Basta de Demoler, Agustín Mendilaharzu



Me crié en el barrio de Belgrano, en tiempos en que todavía merecía el nombre de barrio. Mis padres, profesionales entonces jóvenes, compraron ahí una casa enorme y destruida. Con un préstamo del Banco Hipotecario, en una década de lentas obras y gran carestía remodelaron esa casa –sin saber que la estaban “reciclando”. Por aquel tiempo, mis padres nos llevaban a mi hermano y a mí a caminar por ese barrio reconquistado (“como por una recuperada heredad”, después del temporal unánime de la dictadura). Ya entonces, Belgrano era escenario de la batalla entre casas y edificios. Mi padre tomaba claro partido por las casas. Y se preguntaba por qué los arquitectos no tenían algo equivalente al juramento hipocrático que él había tenido que hacer. Por qué no pesaba sobre ellos ese mandato fundamental: Primum non nocere, lo primero es no dañar. Y por qué en un país tan inmenso era necesario demoler para construir.

Ahora tengo treinta y seis años y empiezo, poco a poco, a destilar algo que podemos llamar una obra. Y noto que esa obra está atravesada por una idea, tan vieja como la nostalgia y más vieja aún que el Quijote. Es la tragedia de quienes se saben fuertes, sabios y hermosos, pero son vistos como obsoletos por el mundo, y por lo tanto, descartados y reemplazados sin miramientos. Creo que nada en el mundo me conmueve más que esa imagen.

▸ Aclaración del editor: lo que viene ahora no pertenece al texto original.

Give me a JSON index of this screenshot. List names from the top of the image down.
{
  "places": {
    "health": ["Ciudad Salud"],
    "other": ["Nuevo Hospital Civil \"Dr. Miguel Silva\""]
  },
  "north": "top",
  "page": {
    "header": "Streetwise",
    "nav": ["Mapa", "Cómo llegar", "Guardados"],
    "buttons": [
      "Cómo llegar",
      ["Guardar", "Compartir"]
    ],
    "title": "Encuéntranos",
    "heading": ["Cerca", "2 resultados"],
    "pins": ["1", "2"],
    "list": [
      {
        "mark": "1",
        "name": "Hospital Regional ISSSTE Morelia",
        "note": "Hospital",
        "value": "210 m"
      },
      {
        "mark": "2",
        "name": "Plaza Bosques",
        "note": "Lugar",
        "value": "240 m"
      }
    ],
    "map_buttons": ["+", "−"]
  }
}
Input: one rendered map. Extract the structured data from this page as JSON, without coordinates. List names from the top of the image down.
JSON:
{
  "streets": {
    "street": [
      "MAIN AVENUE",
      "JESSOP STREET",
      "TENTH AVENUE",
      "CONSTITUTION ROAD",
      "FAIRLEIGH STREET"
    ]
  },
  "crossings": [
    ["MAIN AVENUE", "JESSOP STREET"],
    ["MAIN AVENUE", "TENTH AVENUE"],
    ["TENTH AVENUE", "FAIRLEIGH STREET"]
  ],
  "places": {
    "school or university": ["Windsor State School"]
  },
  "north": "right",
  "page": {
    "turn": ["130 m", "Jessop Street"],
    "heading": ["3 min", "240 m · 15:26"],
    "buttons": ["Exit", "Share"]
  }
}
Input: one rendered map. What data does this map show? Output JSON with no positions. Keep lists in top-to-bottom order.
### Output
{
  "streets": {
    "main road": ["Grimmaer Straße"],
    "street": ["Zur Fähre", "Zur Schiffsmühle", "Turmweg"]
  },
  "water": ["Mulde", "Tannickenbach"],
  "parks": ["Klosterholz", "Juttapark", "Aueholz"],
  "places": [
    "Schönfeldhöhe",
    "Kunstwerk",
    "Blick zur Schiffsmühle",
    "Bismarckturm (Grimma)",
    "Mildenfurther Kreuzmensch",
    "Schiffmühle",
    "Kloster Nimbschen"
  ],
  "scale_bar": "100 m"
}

Hace tiempo que no vivo en Belgrano. Ahí la vieja batalla sigue, pero la balanza se ha inclinado drásticamente. Recuerdo con nitidez cuadras enteras que en mi infancia sólo albergaban casas, y hoy sólo albergan edificios. Mis padres están grandes, y la casa está grande para ellos. Hace poco recibieron una suculenta oferta por la casa; o más bien por el solar, ya que el propósito es demolerla. El barrio cambió, los tiempos cambiaron, y ese caserón ya no se ajusta a ellos. La construcción de un edificio generará inversión, empleo y vivienda para muchas familias. Y yo entiendo todo eso, pero entenderlo no evita que sienta una tristeza infinita. Hemos aprendido que todo documento de cultura es también un documento de barbarie, y que prácticamente toda construcción humana se alza sobre las cenizas de una anterior. Y sin embargo, ¿no es hora de que Buenos Aires ponga freno a esta particular barbarie? ¿No nos arrepentiremos de haber dejado que demolieran así el patrimonio de la Ciudad? ¿No hay, Buenos Aires, mucha justicia y sensatez en las ideas de mi padre?